Everything Is Not The Same Application Data Value Characteristics
This is part one of a five-part mini-series looking at Application Data Value Characteristics Everything Is Not The Same as a companion excerpt from chapter 2 of my new book Software Defined Data Infrastructure Essentials – Cloud, Converged and Virtual Fundamental Server Storage I/O Tradecraft (CRC Press 2017). available at Amazon.com and other global venues. In this post, we start things off by looking at general application server storage I/O characteristics that have an impact on data value as well as access.
Everything is not the same across different organizations including Information Technology (IT) data centers, data infrastructures along with the applications as well as data they support. For example, there is so-called big data that can be many small files, objects, blobs or data and bit streams representing telemetry, click stream analytics, logs among other information.

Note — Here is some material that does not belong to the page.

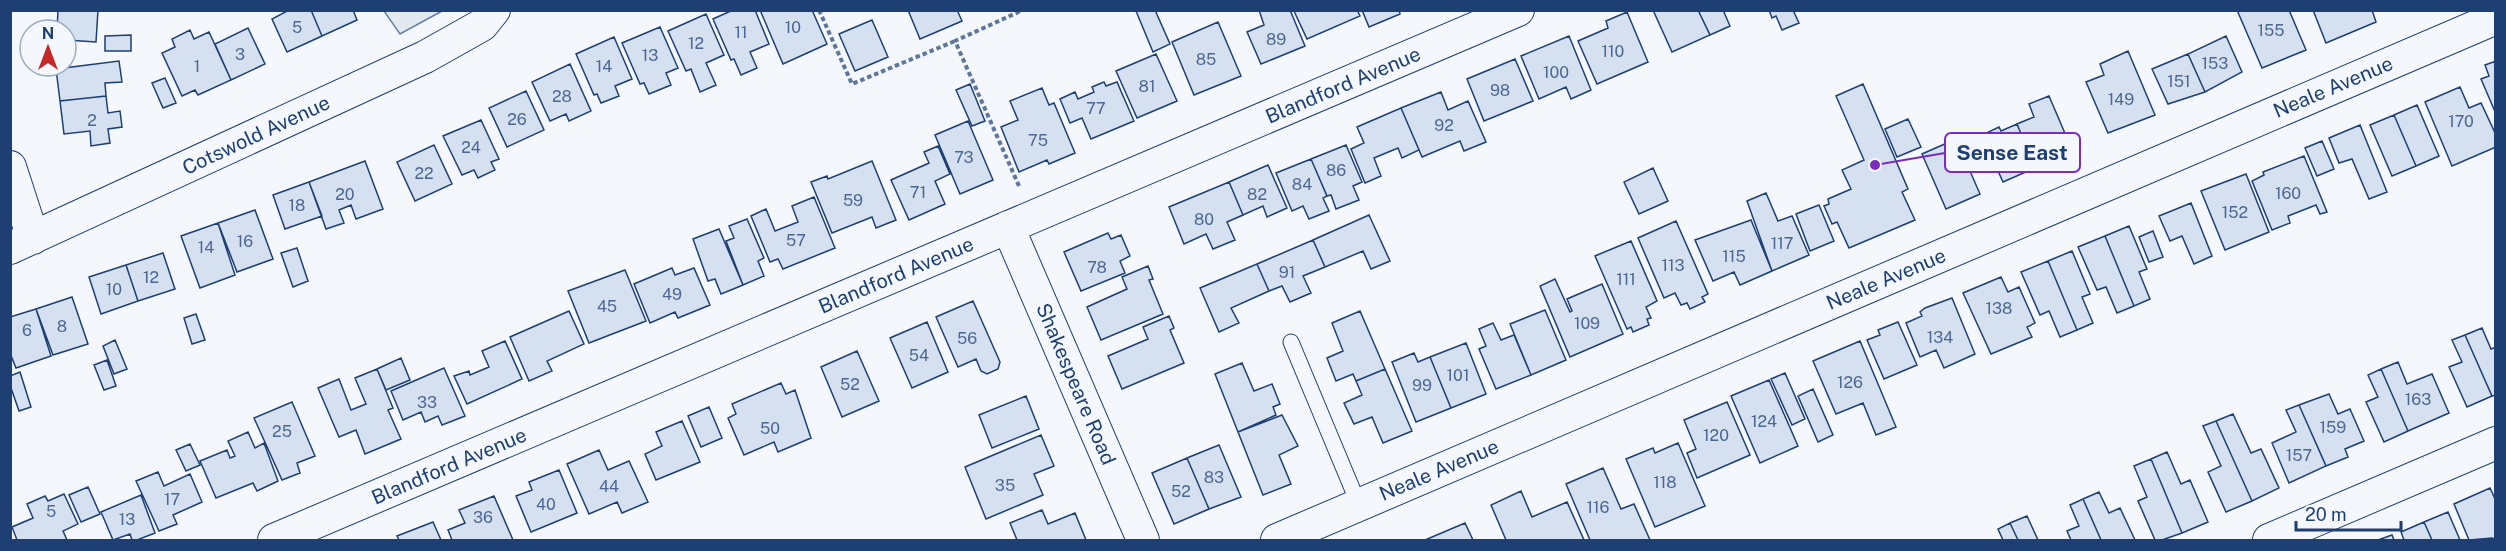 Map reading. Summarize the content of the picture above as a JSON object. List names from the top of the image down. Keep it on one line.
{"streets":{"street":["Blandford Avenue","Neale Avenue","Cotswold Avenue","Shakespeare Road"]},"crossings":[["Blandford Avenue","Shakespeare Road"]],"places":["Sense East"],"house_numbers":["5","10","155","11","89","12","110","3","13","85","153","1","14","100","151","81","98","28","149","77","26","2","170","92","75","24","73","86","22","84","71","160","20","82","59","18","152","80","57","16","117","14","115","113","78","91","12","111","10","49","45","138","109","8","6","134","56","54","101","126","52","99","163","33","124","159","50","25","120","157","83","118","35","44","52","17","40","116","5","36","13"],"scale_bar":"20 m","north":"top"}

Keep in mind that applications impact how data is accessed, used, processed, moved and stored. What this means is that a focus on data value, access patterns, along with other related topics need to also consider application performance, availability, capacity, economic (PACE) attributes.
If everything is not the same, why is so much data along with many applications treated the same from a PACE perspective?
Data Infrastructure resources including servers, storage, networks might be cheap or inexpensive, however, there is a cost to managing them along with data.
Managing includes data protection (backup, restore, BC, DR, HA, security) along with other activities. Likewise, there is a cost to the software along with cloud services among others. By understanding how applications use and interact with data, smarter, more informed data management decisions can be made.
IT Applications and Data Infrastructure Layers
Keep in mind that everything is not the same across various organizations, data centers, data infrastructures, data and the applications that use them. Also keep in mind that programs (e.g. applications) = algorithms (code) + data structures (how data defined and organized, structured or unstructured).
There are traditional applications, along with those tied to Internet of Things (IoT), Artificial Intelligence (AI) and Machine Learning (ML), Big Data and other analytics including real-time click stream, media and entertainment, security and surveillance, log and telemetry processing among many others.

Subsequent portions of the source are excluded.